- [TASK STATEMENT]: Retype only what runs from the first line of the records to the line with "background:#1e201e; color:#f1f3f6; height:100vh;", inclusive, and no pictures.

────

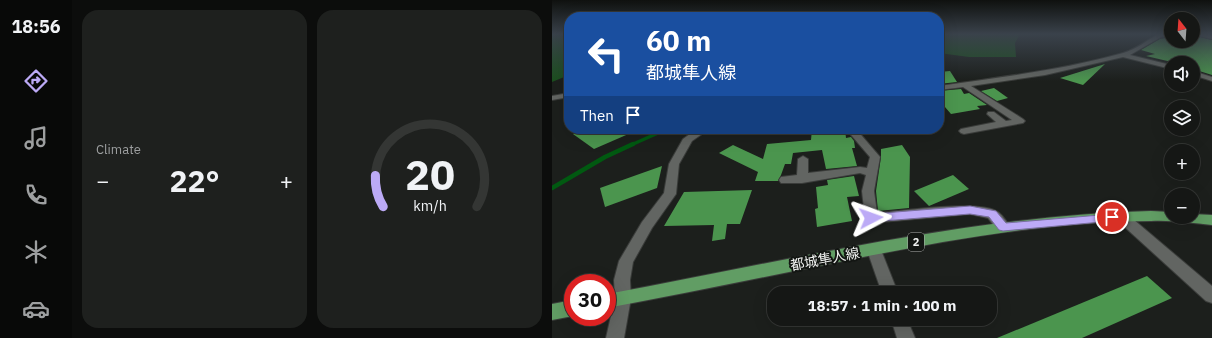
<!DOCTYPE html>
<html lang="en">
<head>
<meta charset="utf-8">
<style>
	body { margin:0; font-family:"IBM Plex Sans","Noto Sans JP",sans-serif; background:#1e201e; color:#f1f3f6; height:100vh; display:flex; flex-direction:column; font-size:15px; white-space:nowrap }
	* { box-sizing:border-box; margin:0 }
	p { font-size:13px; color:#9d9fa0 }
	.icon { flex:none; width:22px; height:22px; fill:none; stroke:currentColor; stroke-width:2; stroke-linecap:round; stroke-linejoin:round }
	.map { position:relative; flex:1; overflow:hidden }
	.sheet { display:flex; flex-direction:column; gap:10px; padding:10px; background:#0c0d0c; width:480px }
	.sheet>* { flex:none }
	.hud { position:absolute; left:12px; top:12px; width:380px; height:122px; border-radius:16px; box-shadow:0 4px 16px #0002,0 0 0 1px #343634; background:#1a4fa0; color:#fff; overflow:hidden }
	.needle { width:26px; rotate:343deg }
	.controls { position:absolute; left:612px; top:12px; display:grid; gap:8px }
	.controls a { display:grid; place-items:center; width:36px; height:36px; border-radius:50%; background:#151715; box-shadow:0 4px 16px #0002,0 0 0 1px #343634; font-size:20px }
	.speed { position:absolute; left:12px; top:274px; display:flex; gap:8px; font-size:20px; font-weight:700; text-align:center }
	.speed>* { display:grid; place-content:center; width:52px; height:52px; border-radius:50%; background:#151715; box-shadow:0 4px 16px #0002,0 0 0 1px #343634; line-height:1 }
	.speed .limit { border:6px solid #d22; background:#fff; color:#111 }
	.pin { position:absolute; display:grid; place-items:center; width:34px; height:34px; color:#fff; margin:-17px; border:2px solid #fff; border-radius:50%; box-shadow:0 1px 4px #0007 }
	.me { position:absolute; width:44px; margin:-22px; rotate:86deg; stroke-linejoin:round; filter:drop-shadow(0 0 3px #0008) }
	.turn { display:flex; align-items:center; gap:14px; height:84px; padding:0 16px; font-size:18px }
	.turn .icon { width:52px; height:52px; stroke-width:2.5 }
	.turn b { display:block; font-size:28px; line-height:34px }
	.then { display:flex; align-items:center; height:38px; padding:0 16px; background:#0003; gap:8px; font-size:15px }
	.big { font-size:30px; font-weight:800; line-height:1.1 }
	.sheet .tile { flex:1; display:flex; flex-direction:column; justify-content:center; gap:6px; min-width:0; padding:0 14px; border-radius:16px; background:#1e201e }
	.sheet .dial { align-items:center; gap:0 }
	.dial svg { height:104px; overflow:visible; fill:none; stroke:#343634; stroke-width:7; stroke-linecap:round; text-anchor:middle }
	.dial text { fill:#f1f3f6; stroke:none }
	.heat { display:flex; justify-content:space-between; align-items:center; font-size:22px; direction:ltr }
	.sheet .tiles { flex:1; display:grid; gap:10px; grid-template-columns:repeat(2,1fr) }
	.trip { position:absolute; left:215px; top:286px; width:230px; height:40px; border-radius:16px; background:#151715; box-shadow:0 4px 16px #0002,0 0 0 1px #343634; font-weight:800; line-height:40px; text-align:center }
	main { display:flex; flex:1; min-height:0 }
	.tab-bar { display:flex; flex-direction:column; width:72px; justify-content:space-around; align-items:center; background:#080908; color:#9d9fa0 }
	.tab-bar .icon { width:28px; height:28px }
	.tab-bar .active { color:#bcaaf6 }
	.tab-bar b { font-size:18px; color:#f1f3f6 }
	.map>svg:first-child { display:block }
	.green { fill:#1c4f1f }
	.lines { fill:none; stroke-linecap:round; stroke-linejoin:round }
	.stream-far1 { stroke:#015911; stroke-width:3.5 }
	.stream { stroke:#015911; stroke-width:4.5 }
	.building { fill:#4b954e }
	.minor-casing { stroke:#3a3c3a; stroke-width:2 }
	.primary-casing { stroke:#3a3c3a; stroke-width:2 }
	.minor { fill:#626562; fill-rule:evenodd }
	.primary { fill:#619d64; fill-rule:evenodd }
	.route { fill:#bcaaf6; stroke:#7a6ea0 }
	.labels { text-anchor:middle; dominant-baseline:central; stroke-width:4; stroke-linejoin:round; paint-order:stroke }
	.shield { fill:#131613; stroke:#adafad; stroke-width:1 }
	.shield-label { font-size:11px; font-weight:bold; fill:#eff1ef }
	.near-street-label { font-size:14px; fill:#eff1ef; stroke:#131613 }
</style>
</head>
<body>
<main>
<nav class="tab-bar">
<b>18:56</b>
<svg class="icon active" aria-label="directions" viewBox="0 0 24 24"><path d="M12 3l9 9-9 9-9-9zM9 14v-3h6M13 9l2 2-2 2"/></svg>
<svg class="icon" aria-label="music" viewBox="0 0 24 24"><path d="M9 18V5l10-2v13"/><circle cx="6" cy="18" r="3"/><circle cx="16" cy="16" r="3"/></svg>
<svg class="icon" aria-label="phone" viewBox="0 0 24 24"><path d="M5 4h4l2 5-3 2q2 4 5 5l2-3 5 2v4C11 20 4 13 5 4z"/></svg>
<svg class="icon" aria-label="climate" viewBox="0 0 24 24"><path d="M12 3v18M4 7l16 10M4 17L20 7"/></svg>
<svg class="icon" aria-label="car" viewBox="0 0 24 24"><path d="M5 17H2v-5l4-1 3-4h7l3 4 3 1v5h-3M9 17h6M6 11h13"/><circle cx="7" cy="17" r="2"/><circle cx="17" cy="17" r="2"/></svg>
</nav>
<section class="sheet">
<div class="tiles">
<div class="tile"><p>Climate</p>
<div class="heat"><a>−</a><b class="big">22°</b><a>+</a></div>
</div>
<div class="tile dial"><svg viewBox="0 0 100 80">
<path d="M14 69A42 42 0 1 1 86 69"/>
<path d="M14 69A42 42 0 0 1 8 45" stroke="#bcaaf6"/>
<text x="50" y="56" font-size="32" font-weight="700">20</text>
<text x="50" y="72" font-size="11">km/h</text>
</svg></div>
</div>
</section>
<div class="map">
<svg width="660" height="338" viewBox="0 0 660 338">
	<rect width="100%" height="100%" fill="#1c1f1c"/>
	<!-- green -->
	<g class="green">
		<path d="M0 34H17V75L0 82Z"/>
		<path d="M387 34H468L463 43 464 57H417L387 53Z"/>
	</g>
	<g class="lines">
		<!-- stream-far1 -->
		<path class="stream-far1" d="M79 145 115 129"/>
		<!-- stream -->
		<path class="stream" d="M0 188 53 157 81 144"/>
	</g>
	<!-- building -->
	<g class="building">
		<path d="M641 35 660 40V75L641 69V63H624L594 56 603 54 589 50 608 39 615 38 619 39V41H625L641 46Z"/>
		<path d="M553 64 531 85 508 78Z"/>
		<path d="M398 71 405 82 387 84V72Z"/>
		<path d="M442 88 456 98 445 101 429 91Z"/>
		<path d="M409 89 412 94 417 93 435 105 425 106 428 109 399 114 387 100V91Z"/>
		<path d="M37 129H88L42 149 21 134Z"/>
		<path d="M260 129H293L294 138 299 137 302 141 303 148H300L305 166 274 169 270 150 241 153 239 164H233L229 175 226 181H203L206 172 167 153 181 145 211 159 215 144 259 140Z"/>
		<path d="M350 145 358 157 357 208 326 211 324 191 329 157V149Z"/>
		<path d="M110 166 105 188 53 207 48 188Z"/>
		<path d="M401 175 417 189 377 206 362 191Z"/>
		<path d="M302 176 307 196 295 197 300 221 265 227 263 209 266 208 264 187 276 185 275 180Z"/>
		<path d="M200 190 188 224H175L173 239 160 241 162 225 112 226 132 192Z"/>
		<path d="M595 276 620 298 530 338H445Z"/>
	</g>
	<g class="lines">
		<defs>
			<g id="minor">
				<path d="M606 34H614L578 55 619 65V69L571 57 493 75 419 86 471 119 473 121 471 123 412 134 409 133 407 131 409 129 444 122 435 114 436 112H442L454 121 460 120 411 87 387 90V86C449 77 511 70 571 53 583 50 596 40 606 34Z"/>
				<path d="M642 34 660 35V39L643 35Z"/>
				<path d="M641 71 660 77V81L641 75Z"/>
				<path d="M17 93V97L0 100V96Z"/>
				<path d="M145 129H157L140 141 127 164 124 194 100 228 81 262 78 280 79 298 72 338H54L63 298 62 280 67 261 90 222 112 193 117 164 131 139Z"/>
				<path d="M294 129H304L328 157 322 191 325 213C349 211 426 200 444 211 449 213 455 222 458 227L456 230C446 234 442 225 436 218L418 214 319 223 314 221 313 218 310 191 314 175 308 173 250 183H229L227 180 229 177 245 175 246 159 251 156 256 159V173L308 167 315 168 318 157Z"/>
				<path d="M570 212 575 214 660 286V303L654 301 565 220 564 217 565 214Z"/>
				<path d="M322 244 327 246 329 250 346 293H330L315 250 317 246Z"/>
				<path d="M339 319H355L363 338H345Z"/>
			</g>
			<g id="primary">
				<path d="M599 211 619 212V217H641V214L660 215V225C640 223 619 220 599 221 500 221 402 239 306 258 222 275 139 292 55 308V294C235 261 416 216 599 211Z"/>
				<path d="M21 300V316L0 320V304Z"/>
			</g>
		</defs>
		<!-- minor casing -->
		<use href="#minor" class="minor-casing"/>
		<!-- primary casing -->
		<use href="#primary" class="primary-casing"/>
		<!-- minor -->
		<use href="#minor" class="minor"/>
		<!-- primary -->
		<use href="#primary" class="primary"/>
	</g>
	<!-- sky -->
	<linearGradient id="sky" x2="0" y2="1"><stop stop-color="#0f110f"/><stop offset="0.42" stop-color="#3a424b"/><stop offset="1" stop-color="#3a424b" stop-opacity="0"/></linearGradient>
	<rect width="660" height="81" fill="url(#sky)"/>
	<!-- route -->
	<path class="route" d="M418 206 444 211 454 223 560 214 563 215 565 217 563 220 560 221 451 231 447 230 437 217 418 214 319 222 315 221 314 218 315 215 319 214Z"/>
	<g class="labels">
		<!-- shield labels -->
		<rect class="shield" x="356" y="233" width="16" height="18" rx="3"/>
		<g class="shield-label">
			<text x="364" y="242">2</text>
		</g>
		<!-- near-street labels -->
		<g class="near-street-label">
			<text transform="translate(273 259) rotate(-11)">都城隼人線</text>
		</g>
	</g>
</svg>
<div class="controls">
<a><svg class="needle" viewBox="-14 -14 28 28"><path d="M0-13l5 13h-10z" fill="#e53935"/><path d="M0 13l5-13h-10z" fill="#9d9fa0"/></svg></a>
<a><svg class="icon" aria-label="sound" viewBox="0 0 24 24"><path d="M4 9h4l5-4v14l-5-4H4zM17 9q2 3 0 6"/></svg></a>
<a><svg class="icon" aria-label="layers" viewBox="0 0 24 24"><path d="M12 4l9 5-9 5-9-5zM3 14l9 5 9-5"/></svg></a>
<a>+</a>
<a>−</a>
</div>
<div class="speed"><div class="limit">30</div></div>
<div class="pin" style="left:560px;top:217px;background:#d93025"><svg class="icon" aria-label="arrive" viewBox="0 0 24 24"><path d="M6 21V4h12l-3 4 3 4H6"/></svg></div>
<svg class="me" style="left:319px;top:218px" viewBox="-20 -20 40 40"><path d="M0-17L14 15 0 8-14 15z" fill="#bcaaf6" stroke="#fff" stroke-width="4"/></svg>
<div class="trip">18:57 · 1 min · 100 m</div>
<div class="hud">
<div class="turn"><svg class="icon" aria-label="left" viewBox="0 0 24 24"><path d="M17 20v-9H6M10 6l-5 5 5 5"/></svg><div><b>60 m</b>都城隼人線</div></div>
<div class="then">Then<svg class="icon" aria-label="arrive" viewBox="0 0 24 24"><path d="M6 21V4h12l-3 4 3 4H6"/></svg></div>
</div>
</div>
</main>
</body>
</html>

────

- [RESULT OF THE EXERCISE]:
<!DOCTYPE html>
<html lang="en">
<head>
<meta charset="utf-8">
<style>
	body { margin:0; font-family:"IBM Plex Sans","Noto Sans JP",sans-serif; background:#1e201e; color:#f1f3f6; height:100vh; display:flex; flex-direction:column; font-size:15px; white-space:nowrap }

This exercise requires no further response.